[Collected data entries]
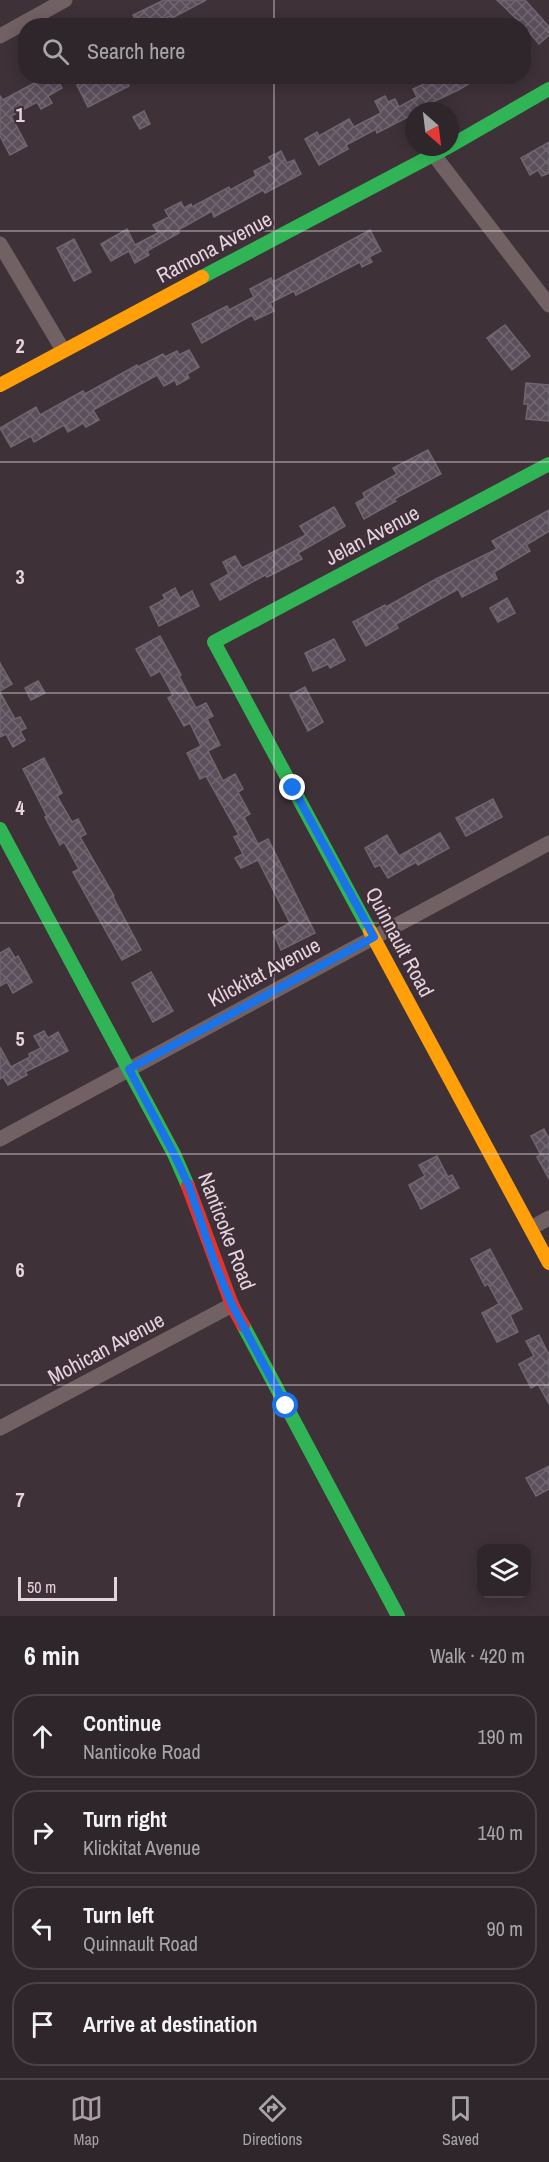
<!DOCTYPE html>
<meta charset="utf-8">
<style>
:root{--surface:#2e262a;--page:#362e32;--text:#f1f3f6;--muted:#a7a5a8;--line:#494347;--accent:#a99ca3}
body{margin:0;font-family:"Archivo Narrow",sans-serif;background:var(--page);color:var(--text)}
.controls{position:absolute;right:18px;bottom:18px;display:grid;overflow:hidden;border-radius:12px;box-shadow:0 3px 15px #0003}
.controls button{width:54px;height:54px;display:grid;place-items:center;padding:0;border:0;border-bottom:2px solid var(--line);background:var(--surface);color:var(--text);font:30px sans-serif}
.compass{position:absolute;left:405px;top:102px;width:54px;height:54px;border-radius:50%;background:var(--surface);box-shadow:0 3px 15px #0003;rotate:152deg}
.scale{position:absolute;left:18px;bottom:15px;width:99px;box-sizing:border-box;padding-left:6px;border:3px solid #e2d5dc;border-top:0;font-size:16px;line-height:21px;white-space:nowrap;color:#e2d5dc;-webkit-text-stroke:4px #422e39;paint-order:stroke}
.stop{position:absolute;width:18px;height:18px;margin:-14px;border:4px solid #1a73e8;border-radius:50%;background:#fff}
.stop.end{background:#1a73e8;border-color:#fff;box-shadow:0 2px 6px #0008}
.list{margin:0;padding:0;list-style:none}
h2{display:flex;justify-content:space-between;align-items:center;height:78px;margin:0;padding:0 24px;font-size:26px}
h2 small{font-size:20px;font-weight:400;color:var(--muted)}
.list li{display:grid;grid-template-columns:39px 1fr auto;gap:18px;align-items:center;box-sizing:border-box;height:84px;margin:0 12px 12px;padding:0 12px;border:2px solid var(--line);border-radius:24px}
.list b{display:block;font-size:22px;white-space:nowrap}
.list p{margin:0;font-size:20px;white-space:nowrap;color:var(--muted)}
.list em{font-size:20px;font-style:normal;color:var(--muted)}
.icon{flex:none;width:33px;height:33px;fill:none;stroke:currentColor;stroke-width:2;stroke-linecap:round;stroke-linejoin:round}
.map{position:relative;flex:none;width:549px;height:1616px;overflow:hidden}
.search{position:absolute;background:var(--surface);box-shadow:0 3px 15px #0003;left:18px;right:18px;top:18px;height:66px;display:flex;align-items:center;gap:15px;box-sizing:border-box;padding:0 21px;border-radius:24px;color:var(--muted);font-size:22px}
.sheet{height:462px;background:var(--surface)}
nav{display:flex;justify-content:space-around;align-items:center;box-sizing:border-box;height:84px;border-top:2px solid var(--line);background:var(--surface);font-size:16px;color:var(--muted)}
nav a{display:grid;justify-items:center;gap:3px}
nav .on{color:var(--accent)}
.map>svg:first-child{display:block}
.building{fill:url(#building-cross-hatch);stroke:#6f676d;stroke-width:1.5}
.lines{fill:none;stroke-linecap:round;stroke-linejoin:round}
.street{stroke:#726163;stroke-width:15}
.fast{stroke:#30b455;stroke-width:14}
.slow{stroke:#ff9f0a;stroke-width:14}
.jam{stroke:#e5322d;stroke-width:14}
.route{stroke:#1a73e8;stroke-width:8}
.grid{fill:none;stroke:#e2d5dc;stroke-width:1.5;stroke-opacity:0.55}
.labels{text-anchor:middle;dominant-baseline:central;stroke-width:4.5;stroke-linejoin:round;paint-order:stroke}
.street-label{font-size:21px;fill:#e2d5dc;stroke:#422e39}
.grid-label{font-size:20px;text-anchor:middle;font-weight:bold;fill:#e2d5dc;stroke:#422e39;stroke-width:4.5;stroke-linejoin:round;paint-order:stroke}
</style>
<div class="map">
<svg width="549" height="1616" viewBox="0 0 549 1616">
<defs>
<pattern id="building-cross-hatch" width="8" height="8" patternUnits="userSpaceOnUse" patternTransform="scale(1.5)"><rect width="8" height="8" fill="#5c4f5c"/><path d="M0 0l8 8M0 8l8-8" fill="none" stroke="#736773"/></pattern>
</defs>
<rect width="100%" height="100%" fill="#3e3238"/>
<g class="building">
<path d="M 164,0 L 206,0 L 172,18 L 170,16 L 152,26 L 139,26 L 133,15 Z"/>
<path d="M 497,0 L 525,0 L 549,27 L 549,35 L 539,44 L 524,26 Z"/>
<path d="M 39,76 L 55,76 L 62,88 L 48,96 L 52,103 L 41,109 L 37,102 L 11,116 L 27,146 L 10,155 L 0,136 L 0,96 L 3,100 L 40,80 Z"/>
<path d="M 104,76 L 124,76 L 129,86 L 88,107 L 77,85 L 93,77 L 95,81 Z"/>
<path d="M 422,76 L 481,76 L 460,89 L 414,111 L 411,113 L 412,115 L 377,133 L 376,129 L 346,145 L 348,149 L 319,165 L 305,139 L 317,132 L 319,136 L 349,119 L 354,127 L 381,113 L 375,101 L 385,96 L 388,102 L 395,99 L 399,107 L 417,97 L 413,89 L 426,83 Z"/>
<path d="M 144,111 L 150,124 L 140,129 L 133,117 Z"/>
<path d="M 549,142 L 549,173 L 542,176 L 538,170 L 530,175 L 521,158 Z"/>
<path d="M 281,151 L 287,163 L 294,160 L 301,174 L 265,193 L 263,190 L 214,217 L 212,211 L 178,230 L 179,233 L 147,251 L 149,255 L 135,263 L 129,251 L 111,261 L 101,244 L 127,229 L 135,245 L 158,233 L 153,225 L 169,217 L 165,210 L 181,202 L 184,208 L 191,204 L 192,207 L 229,187 L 230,190 L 256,176 L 254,171 L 272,162 L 269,157 Z"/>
<path d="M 370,230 L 381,251 L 369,257 L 372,262 L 362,267 L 360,262 L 296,295 L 294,291 L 270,303 L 274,311 L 255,320 L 252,315 L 202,343 L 192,324 L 227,306 L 229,310 L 254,297 L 250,289 L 271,278 L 273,282 Z"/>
<path d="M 74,239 L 91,272 L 74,281 L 57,248 Z"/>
<path d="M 505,325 L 530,356 L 512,370 L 487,338 Z"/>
<path d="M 189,350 L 199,367 L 187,374 L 189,378 L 177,385 L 175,380 L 164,386 L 157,375 L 93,410 L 99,420 L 86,427 L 83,423 L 68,432 L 64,425 L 34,442 L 31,436 L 11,447 L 0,428 L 36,407 L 40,415 L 83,391 L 85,394 L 137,365 L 138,367 L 163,354 L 165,357 L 177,351 L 179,355 Z"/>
<path d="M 526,383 L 549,385 L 549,421 L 526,419 L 528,404 L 524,404 Z"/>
<path d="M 428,450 L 441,474 L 394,499 L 396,501 L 364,519 L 356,503 L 365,498 L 363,493 L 397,474 L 393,468 Z"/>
<path d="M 334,507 L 345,526 L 298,553 L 302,559 L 267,577 L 265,575 L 220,600 L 211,584 L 229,574 L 223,562 L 235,556 L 242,568 L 306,535 L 300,526 Z"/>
<path d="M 549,510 L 549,531 L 526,545 L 530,551 L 494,572 L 497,579 L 462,597 L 458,589 L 396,624 L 398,628 L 366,646 L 353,622 L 385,605 L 386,607 L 436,579 L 497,549 L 492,541 Z"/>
<path d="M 175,588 L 180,598 L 192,591 L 199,606 L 159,626 L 150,607 L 165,599 L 163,595 Z"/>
<path d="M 507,598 L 515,613 L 498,622 L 490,608 Z"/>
<path d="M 160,636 L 181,675 L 179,676 L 196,708 L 206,703 L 213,716 L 207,719 L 220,745 L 208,751 L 223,781 L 235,774 L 243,789 L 238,792 L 250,814 L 244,817 L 258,844 L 268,839 L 315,933 L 281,950 L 273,932 L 290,923 L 258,860 L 241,868 L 235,858 L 243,854 L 234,837 L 239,835 L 206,776 L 200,779 L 187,753 L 201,746 L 190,723 L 184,726 L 168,698 L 173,695 L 160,671 L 151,676 L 136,649 Z"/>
<path d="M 334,639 L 345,660 L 330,668 L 328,664 L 313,671 L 305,653 Z"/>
<path d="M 0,663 L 12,684 L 0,691 Z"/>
<path d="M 38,681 L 45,693 L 31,700 L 25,688 Z"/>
<path d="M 305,687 L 323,722 L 308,731 L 290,695 Z"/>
<path d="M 0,692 L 15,719 L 20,717 L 26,728 L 20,731 L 25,740 L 13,747 L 6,734 L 0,737 Z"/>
<path d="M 44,758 L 62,793 L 57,796 L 72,822 L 78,819 L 86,834 L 80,837 L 114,896 L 113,897 L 141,950 L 122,960 L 73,872 L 79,869 L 64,842 L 60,845 L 45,817 L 47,816 L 23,769 Z"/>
<path d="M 493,799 L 502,817 L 466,836 L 456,818 Z"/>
<path d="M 440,833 L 449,848 L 418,865 L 416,862 L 388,878 L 380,865 L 375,867 L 365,848 L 387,835 L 399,856 Z"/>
<path d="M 9,948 L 15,958 L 18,956 L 32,982 L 13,993 L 7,982 L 0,986 L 0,953 Z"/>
<path d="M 151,972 L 173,1011 L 153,1022 L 132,983 Z"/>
<path d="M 44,1031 L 48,1038 L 58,1032 L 68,1051 L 25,1072 L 27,1075 L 8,1085 L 3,1077 L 0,1079 L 0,1047 L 11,1067 L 30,1057 L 29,1054 L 41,1048 L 34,1036 Z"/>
<path d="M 544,1129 L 549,1139 L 549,1179 L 537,1157 L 541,1155 L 531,1136 Z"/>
<path d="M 437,1156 L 448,1177 L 452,1175 L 459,1188 L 421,1209 L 409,1185 L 425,1176 L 419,1165 Z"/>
<path d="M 490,1249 L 522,1309 L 510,1315 L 518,1332 L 497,1342 L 482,1313 L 499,1304 L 488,1284 L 485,1286 L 471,1259 Z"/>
<path d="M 539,1335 L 549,1355 L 549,1404 L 538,1384 L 531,1388 L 519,1364 L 534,1356 L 526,1341 Z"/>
<path d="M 549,1466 L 549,1489 L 536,1496 L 526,1478 Z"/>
</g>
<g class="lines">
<g class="street">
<path d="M 0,36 L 65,0"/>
<path d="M 434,155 L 549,305"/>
<path d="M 0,244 L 63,350"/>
<path d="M 0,1139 L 549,843"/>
<path d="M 531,1228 L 549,1218"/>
<path d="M 0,1428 L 232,1305"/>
</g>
<g class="fast">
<path d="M 450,146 L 549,89"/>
<path d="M 202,277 L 448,147"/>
<path d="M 0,829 L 174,1154 L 188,1186"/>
<path d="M 370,931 L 214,642 L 549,464"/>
<path d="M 243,1325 L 398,1616"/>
</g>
<g class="slow">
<path d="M 0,385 L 202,277"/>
<path d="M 370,931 L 549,1263"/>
</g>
<path class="jam" d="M 188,1186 L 232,1305 L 243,1325"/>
</g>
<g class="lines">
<path class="route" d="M 286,1406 L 232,1305 L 214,1261 L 189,1186 L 174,1154 L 129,1069 L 374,937 L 293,788"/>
</g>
<path class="grid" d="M 274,0 L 274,26M 274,76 L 274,1616M 0,231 L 549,231M 0,462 L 549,462M 0,693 L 549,693M 0,923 L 549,923M 0,1154 L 549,1154M 0,1385 L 549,1385"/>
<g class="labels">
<g class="street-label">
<text transform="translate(214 247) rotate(-28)">Ramona Avenue</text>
<text transform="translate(372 535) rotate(-28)">Jelan Avenue</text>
<text transform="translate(400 942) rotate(62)">Quinnault Road</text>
<text transform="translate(264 972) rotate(-28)">Klickitat Avenue</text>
<text transform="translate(227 1231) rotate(69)">Nanticoke Road</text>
<text transform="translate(106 1348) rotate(-28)">Mohican Avenue</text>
</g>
</g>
<g class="grid-label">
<text x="20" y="122">1</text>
<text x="20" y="353">2</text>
<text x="20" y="584">3</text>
<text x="20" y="815">4</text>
<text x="20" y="1046">5</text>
<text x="20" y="1277">6</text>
<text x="20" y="1507">7</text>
</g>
</svg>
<div class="controls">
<button><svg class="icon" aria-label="layers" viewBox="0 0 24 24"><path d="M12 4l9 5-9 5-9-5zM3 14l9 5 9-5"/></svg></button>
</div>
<svg class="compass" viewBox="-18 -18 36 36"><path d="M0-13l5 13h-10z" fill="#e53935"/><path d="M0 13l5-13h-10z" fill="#a7a5a8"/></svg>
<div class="scale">50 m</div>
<div class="stop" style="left:286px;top:1406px"></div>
<div class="stop end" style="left:293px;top:788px"></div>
<div class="search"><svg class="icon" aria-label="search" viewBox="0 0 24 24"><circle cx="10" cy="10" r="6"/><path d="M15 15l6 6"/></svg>Search here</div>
</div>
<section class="sheet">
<h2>6 min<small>Walk · 420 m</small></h2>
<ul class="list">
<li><svg class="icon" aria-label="ahead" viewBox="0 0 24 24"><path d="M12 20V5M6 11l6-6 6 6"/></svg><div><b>Continue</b><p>Nanticoke Road</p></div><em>190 m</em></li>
<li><svg class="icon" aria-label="right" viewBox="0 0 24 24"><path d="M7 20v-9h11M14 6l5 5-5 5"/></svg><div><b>Turn right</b><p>Klickitat Avenue</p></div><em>140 m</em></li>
<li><svg class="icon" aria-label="left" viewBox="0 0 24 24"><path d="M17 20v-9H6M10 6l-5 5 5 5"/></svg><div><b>Turn left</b><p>Quinnault Road</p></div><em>90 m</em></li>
<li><svg class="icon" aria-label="arrive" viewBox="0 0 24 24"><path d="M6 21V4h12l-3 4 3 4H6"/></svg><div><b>Arrive at destination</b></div></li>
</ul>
</section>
<nav>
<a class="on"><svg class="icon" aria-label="map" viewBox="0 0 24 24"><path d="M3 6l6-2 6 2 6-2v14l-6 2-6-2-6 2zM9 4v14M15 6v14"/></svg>Map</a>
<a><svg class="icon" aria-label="directions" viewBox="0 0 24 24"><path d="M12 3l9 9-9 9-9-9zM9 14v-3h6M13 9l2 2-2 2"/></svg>Directions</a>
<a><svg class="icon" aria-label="saved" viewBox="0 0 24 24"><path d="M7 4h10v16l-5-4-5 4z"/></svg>Saved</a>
</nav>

» **DESCRIPTION OF THE TASK**:
All lines above that contain the word "sheet" are to be copied.

» **WORKED SOLUTION**:
.sheet{height:462px;background:var(--surface)}
<section class="sheet">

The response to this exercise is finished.